- **Provided material**
┄┄┄┄┄┄┄┄┄┄┄┄┄┄┄┄┄┄┄┄

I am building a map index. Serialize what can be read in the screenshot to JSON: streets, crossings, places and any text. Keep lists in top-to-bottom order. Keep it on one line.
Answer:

┄┄┄┄┄┄┄┄┄┄┄┄┄┄┄┄┄┄┄┄

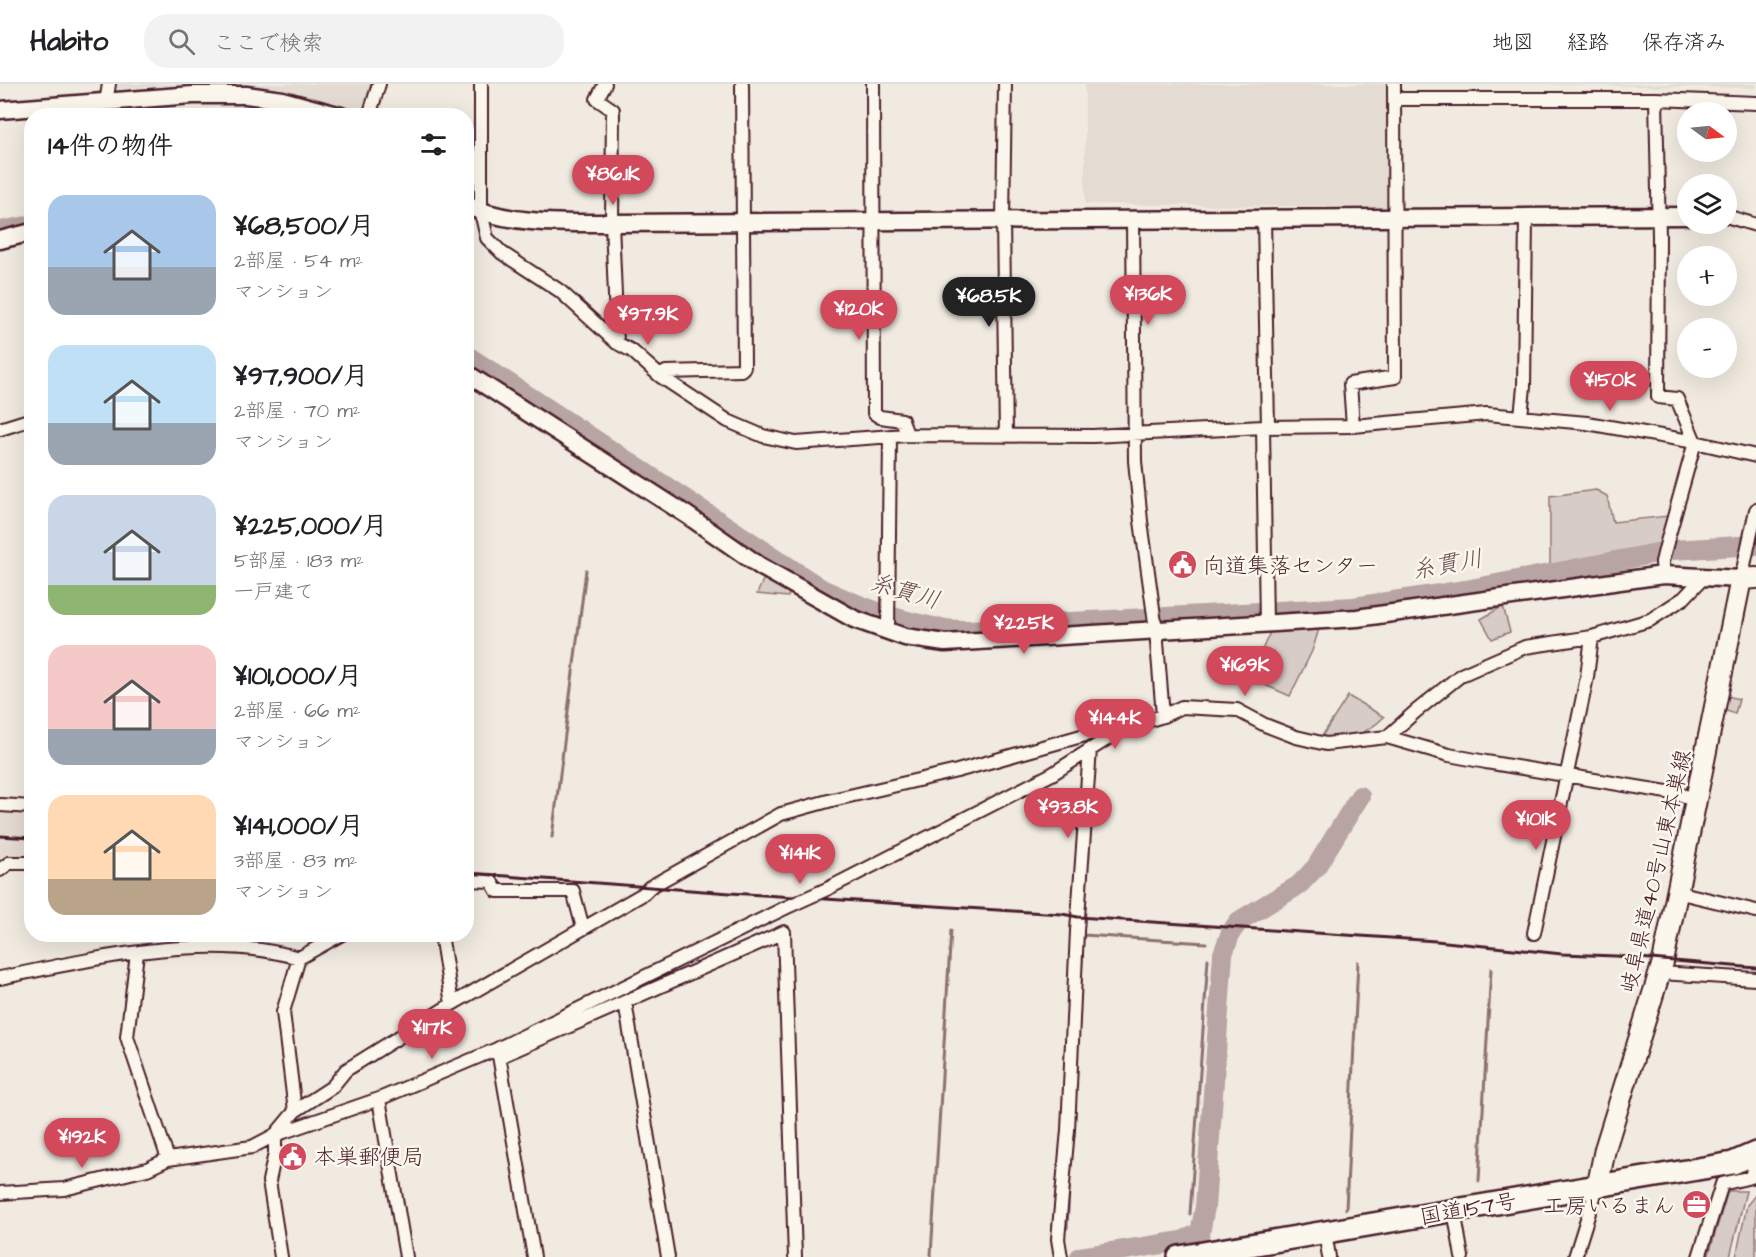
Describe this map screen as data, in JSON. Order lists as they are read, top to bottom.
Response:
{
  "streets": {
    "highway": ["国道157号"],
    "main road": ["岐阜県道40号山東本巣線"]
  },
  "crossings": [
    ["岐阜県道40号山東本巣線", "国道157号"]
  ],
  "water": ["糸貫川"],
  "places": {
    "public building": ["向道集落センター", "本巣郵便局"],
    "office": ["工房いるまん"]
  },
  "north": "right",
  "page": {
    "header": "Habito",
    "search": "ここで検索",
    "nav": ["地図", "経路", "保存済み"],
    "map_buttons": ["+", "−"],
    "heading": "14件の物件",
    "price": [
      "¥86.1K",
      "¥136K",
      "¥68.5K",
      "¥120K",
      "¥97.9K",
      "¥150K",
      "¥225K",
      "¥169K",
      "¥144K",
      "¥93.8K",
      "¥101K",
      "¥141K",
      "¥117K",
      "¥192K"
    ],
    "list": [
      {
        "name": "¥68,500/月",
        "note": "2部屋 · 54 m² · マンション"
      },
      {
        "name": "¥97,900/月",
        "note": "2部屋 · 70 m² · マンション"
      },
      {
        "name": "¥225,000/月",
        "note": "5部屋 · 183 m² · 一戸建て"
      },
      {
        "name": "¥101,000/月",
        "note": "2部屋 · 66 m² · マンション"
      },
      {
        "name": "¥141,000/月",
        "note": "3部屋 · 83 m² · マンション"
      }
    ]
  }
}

┄┄┄┄┄┄┄┄┄┄┄┄┄┄┄┄┄┄┄┄

- **What you will do**
Which of the lines above carry the string "read"? Pick them out and copy them.

- **Task output**
I am building a map index. Serialize what can be read in the screenshot to JSON: streets, crossings, places and any text. Keep lists in top-to-bottom order. Keep it on one line.
Describe this map screen as data, in JSON. Order lists as they are read, top to bottom.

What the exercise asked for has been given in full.